Один из видных представителей этой эпохи, английский философ и педагог Дж. Локк, выдвинул идею, которая послужила фундаментом идеологии Просвещения. Основополагающая идея заключалась в признании разума человека «чистой доской» (tabula rasa), а процесс познания – процессом, возникающим только на основе опыта.

При всей фундаментальности данной идеи нельзя не отметить, что теоретические воззрения мыслителей эпохи Просвещения на проблему врожденного или приобретенного характера одаренности были не лишены противоречий.

Так, ирландский философ Ф. Хатчесон способность получать удовольствие от живописи, архитектуры, поэтических произведений рассматривал как предопределенную и это утверждение пытался согласовать с необходимостью просвещения и образования. Другой теоретик этого периода К. Гельвеций придерживался более радикальной точки зрения, утверждая, что от природы все люди равны. Отсюда его главный вывод о необходимости всеобщего воспитания и образования. «Я рассматриваю ум, гений и добродетель как продукт воспитания», – говорил К. Гельвеций [33]. Наука о воспитании сводилась к тому, чтобы поставить людей в положение, которое заставило бы их приобрести желательные таланты и добродетели. Если государи проявляют дарования, то ими они обязаны суровости своего воспитания, испытаниям и бедствиям. Чем суровее воспитание, тем оно здоровее для тех, кому придется управлять другими [28].

Главенствующей идее о гениальности как продукте воспитания Д. Дидро оппонировал идеей о гениальности как природной склонности к чему-либо. Гельвеций считал, что соревнование создает гениальных людей, а желание прославиться – людей талантливых. На что Дидро отвечал тем, что это есть причины, которые дают им возможность проявиться [14].

Большая же часть философов настаивала на том, что природа свои дары делит поровну. Каждый человек может быть развит до самой высокой степени гениальности – все дело в тех условиях, в которых он оказался [33].

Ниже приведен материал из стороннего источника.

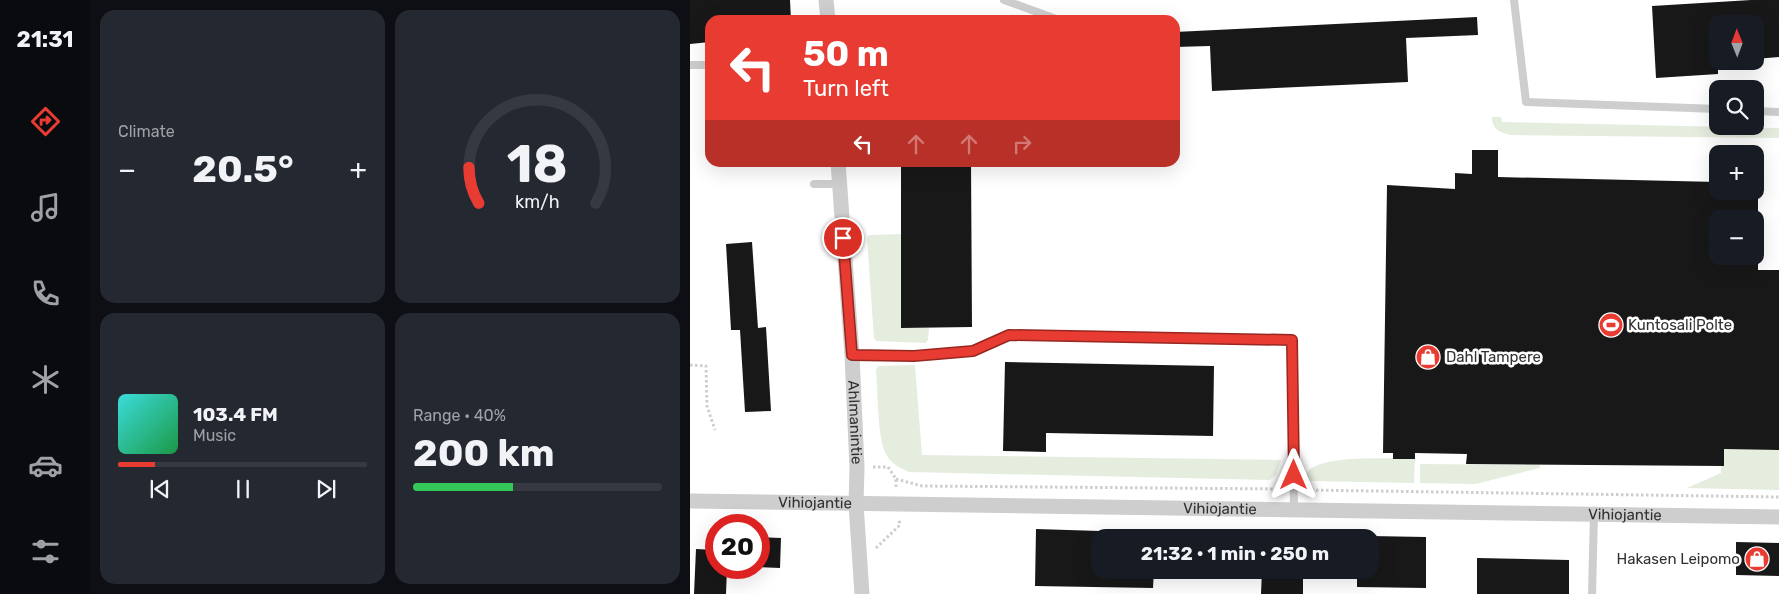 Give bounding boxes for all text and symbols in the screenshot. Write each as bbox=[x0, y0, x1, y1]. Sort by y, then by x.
north arrow bbox=[1709, 15, 1764, 70]
map controls bbox=[1709, 15, 1764, 265]
text: 21:31 bbox=[17, 26, 73, 53]
text: 50 m bbox=[803, 33, 889, 75]
icon: left bbox=[720, 35, 785, 100]
text: Turn left bbox=[803, 75, 889, 102]
button: search bbox=[1709, 80, 1764, 135]
icon: directions bbox=[28, 104, 63, 139]
text: Climate bbox=[118, 122, 175, 141]
icon: left bbox=[849, 130, 877, 158]
icon: ahead bbox=[902, 130, 930, 158]
icon: ahead bbox=[955, 130, 983, 158]
icon: right bbox=[1008, 130, 1036, 158]
text: 18 bbox=[507, 133, 568, 195]
button: + bbox=[1709, 145, 1764, 200]
text: 20.5° bbox=[192, 146, 294, 192]
text: − bbox=[118, 153, 136, 186]
text: + bbox=[350, 153, 367, 186]
icon: music bbox=[28, 190, 63, 225]
text: km/h bbox=[515, 191, 560, 212]
button: − bbox=[1709, 210, 1764, 265]
pin bbox=[822, 217, 864, 259]
icon: arrive bbox=[829, 224, 857, 252]
icon: phone bbox=[28, 276, 63, 311]
sports icon: Kuntosali Polte bbox=[1598, 312, 1624, 338]
place label: Kuntosali Polte bbox=[1628, 316, 1732, 334]
shop icon: Dahl Tampere bbox=[1415, 344, 1441, 370]
place label: Dahl Tampere bbox=[1446, 348, 1541, 366]
icon: climate bbox=[28, 362, 63, 397]
street label: Ahlmanintie bbox=[844, 380, 866, 465]
text: 103.4 FM bbox=[193, 403, 278, 426]
text: Range · 40% bbox=[413, 406, 506, 425]
text: Music bbox=[193, 426, 236, 445]
text: 200 km bbox=[413, 430, 555, 476]
icon: car bbox=[28, 448, 63, 483]
position arrow bbox=[1267, 448, 1319, 500]
icon: previous bbox=[146, 475, 174, 503]
icon: pause bbox=[229, 475, 257, 503]
icon: next bbox=[312, 475, 340, 503]
street label: Vihiojantie bbox=[778, 493, 852, 512]
street label: Vihiojantie bbox=[1183, 499, 1257, 518]
street label: Vihiojantie bbox=[1588, 505, 1662, 524]
speed limit sign: 20 bbox=[705, 514, 770, 579]
icon: filters bbox=[28, 534, 63, 569]
text: 21:32 · 1 min · 250 m bbox=[1141, 542, 1329, 565]
shop icon: Hakasen Leipomo bbox=[1744, 546, 1770, 572]
place label: Hakasen Leipomo bbox=[1617, 550, 1740, 568] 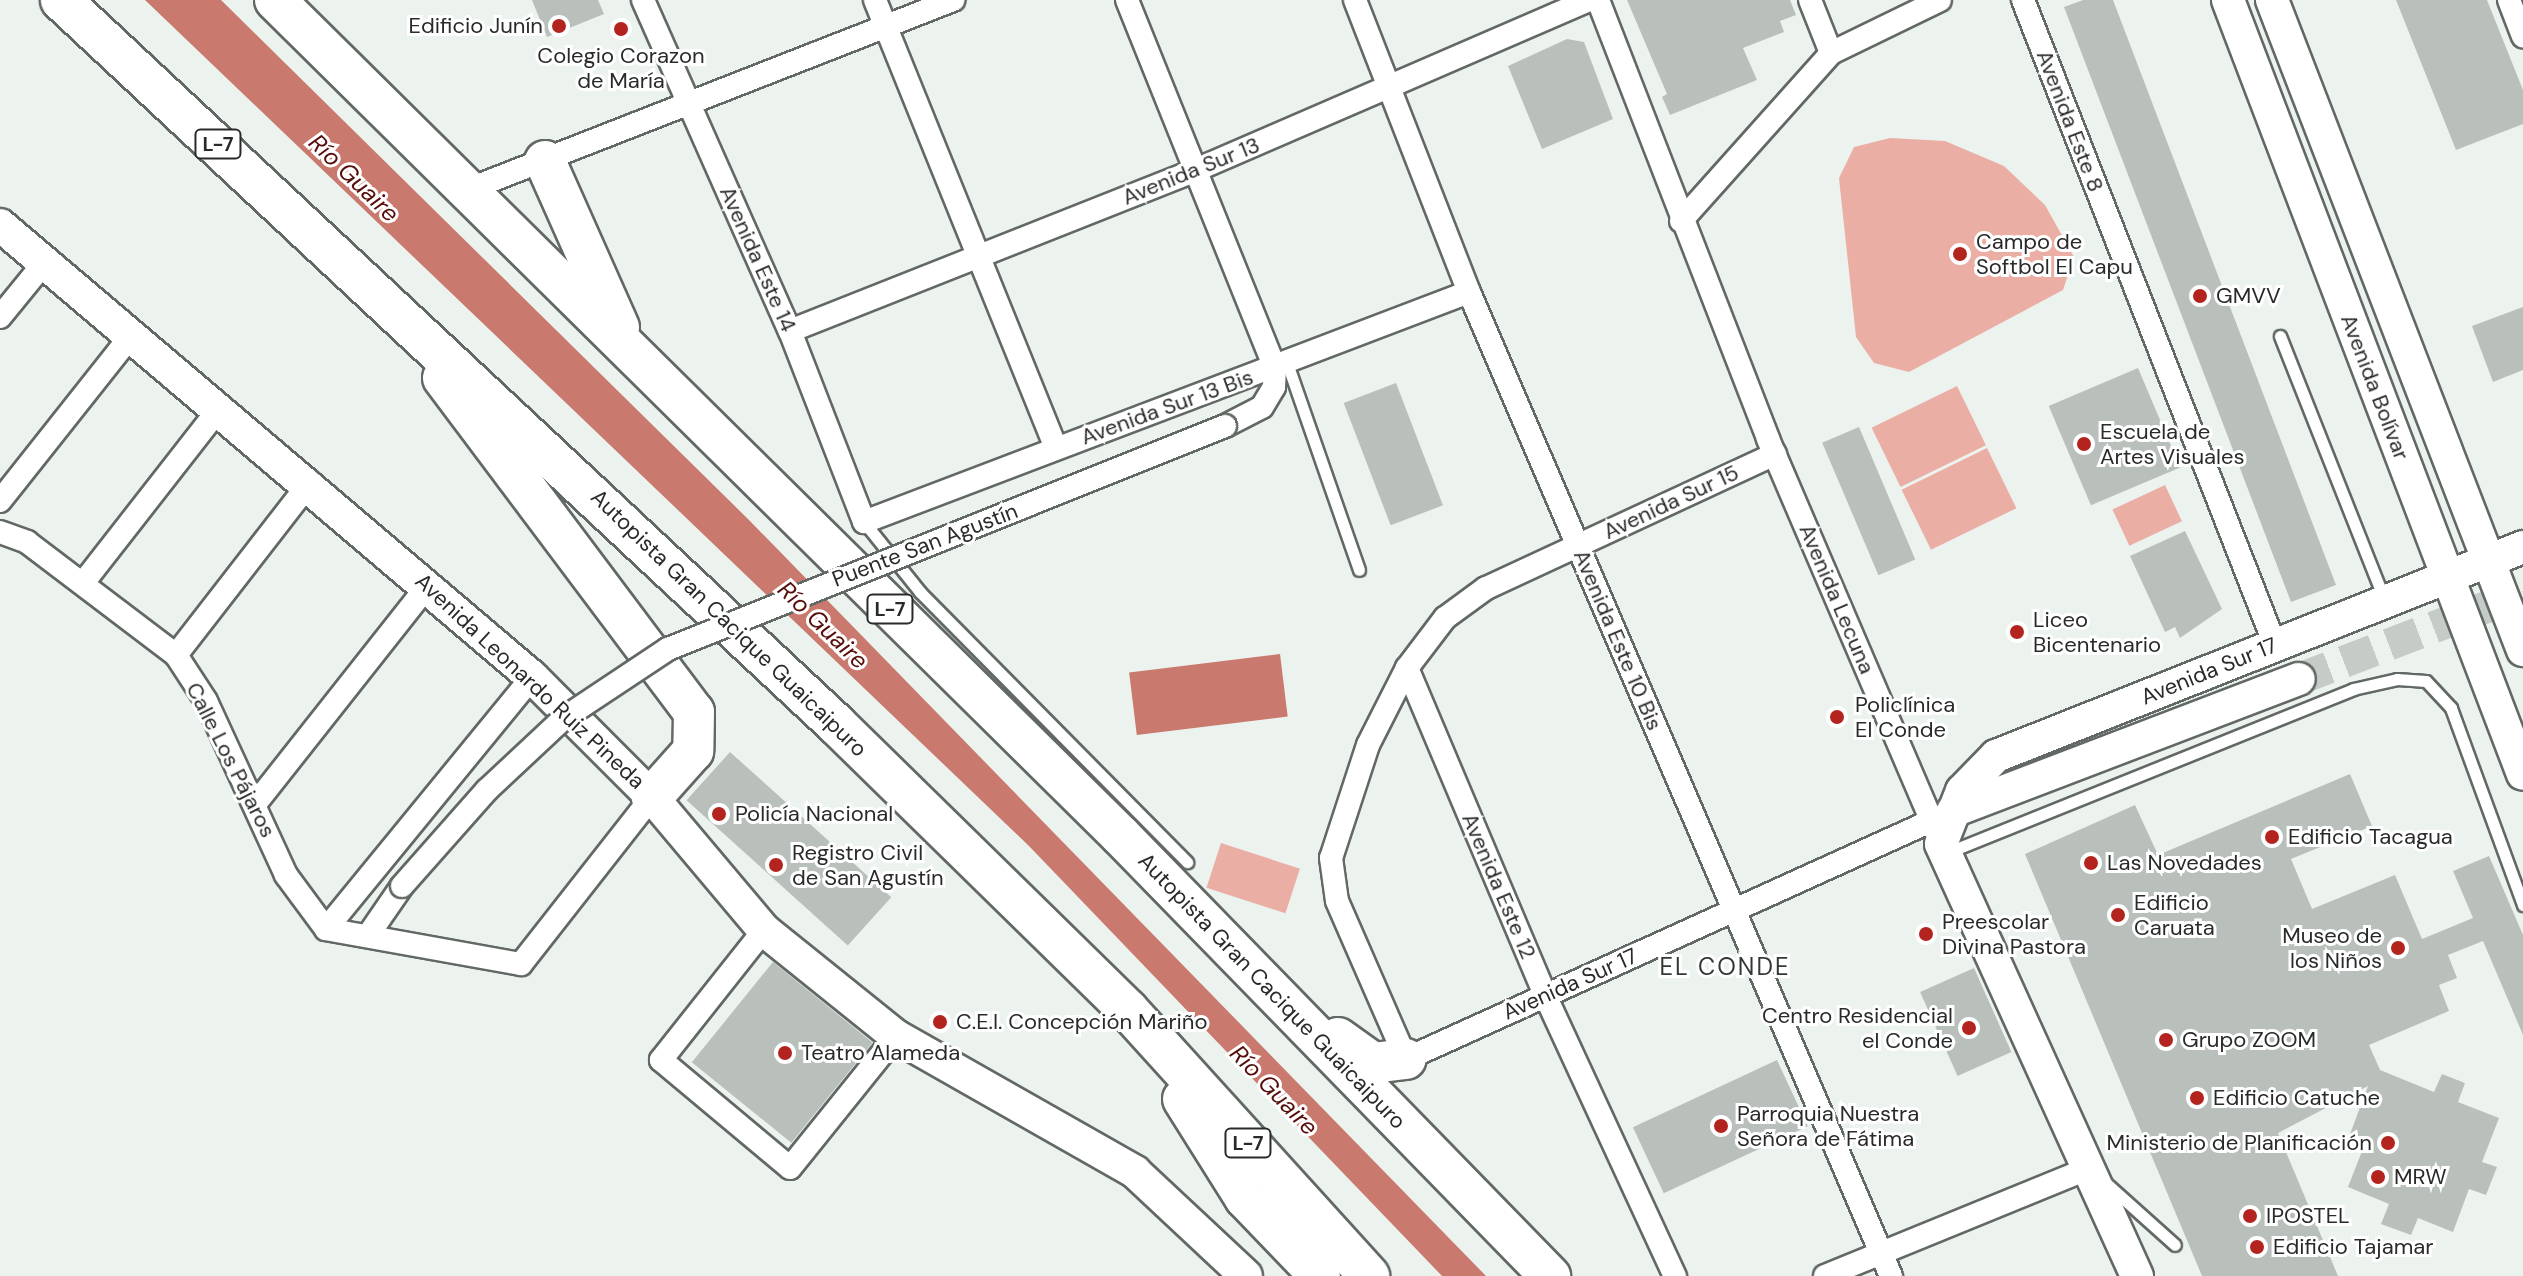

В немецкой поэзии и философии XVIII в., включая романтику, гений – это выдающийся, исключительный человек [46]. И. Кант называл гениального человека «любимцем природы», а «гений» – врожденным душевным свойством, благодаря которому природа предписывает правила не только науке, но и (изящным) искусствам [48]. В философских трактатах немецкого теоретика была представлена одна из первых концепций гениальности. Согласно автору, сущностным свойством гения является творчество («оригинальность») как противоположность подражательности. В этом он видел качественное отличие гениальности от таланта, предполагающего высокую способность к обучаемости и в этом смысле неизбежно сопряженного с подражательностью. На этом основании И. Кант даже был склонен ограничить сферу самореализации гения одним лишь искусством. Обращаясь к примеру И. Ньютона, И. Кант отказывал знаменитому ученому в гениальности, ибо «всему тому, что И. Ньютон изложил в своем бессмертном труде о началах философии природы, сколь ни велик должен был быть ум, способный открыть подобное, – все-таки можно научиться; но невозможно научиться вдохновенно создавать поэтические произведения, как бы подробны ни были предписания стихосложения и как бы превосходны ни были образцы» [48]. Однако позже в трактате «Антропология с прагматической точки зрения» И. Кант отказался от идеи ограничения сферы самореализации гения одним лишь изящным искусством и в основу градации природных способностей он заложил интеллект [48].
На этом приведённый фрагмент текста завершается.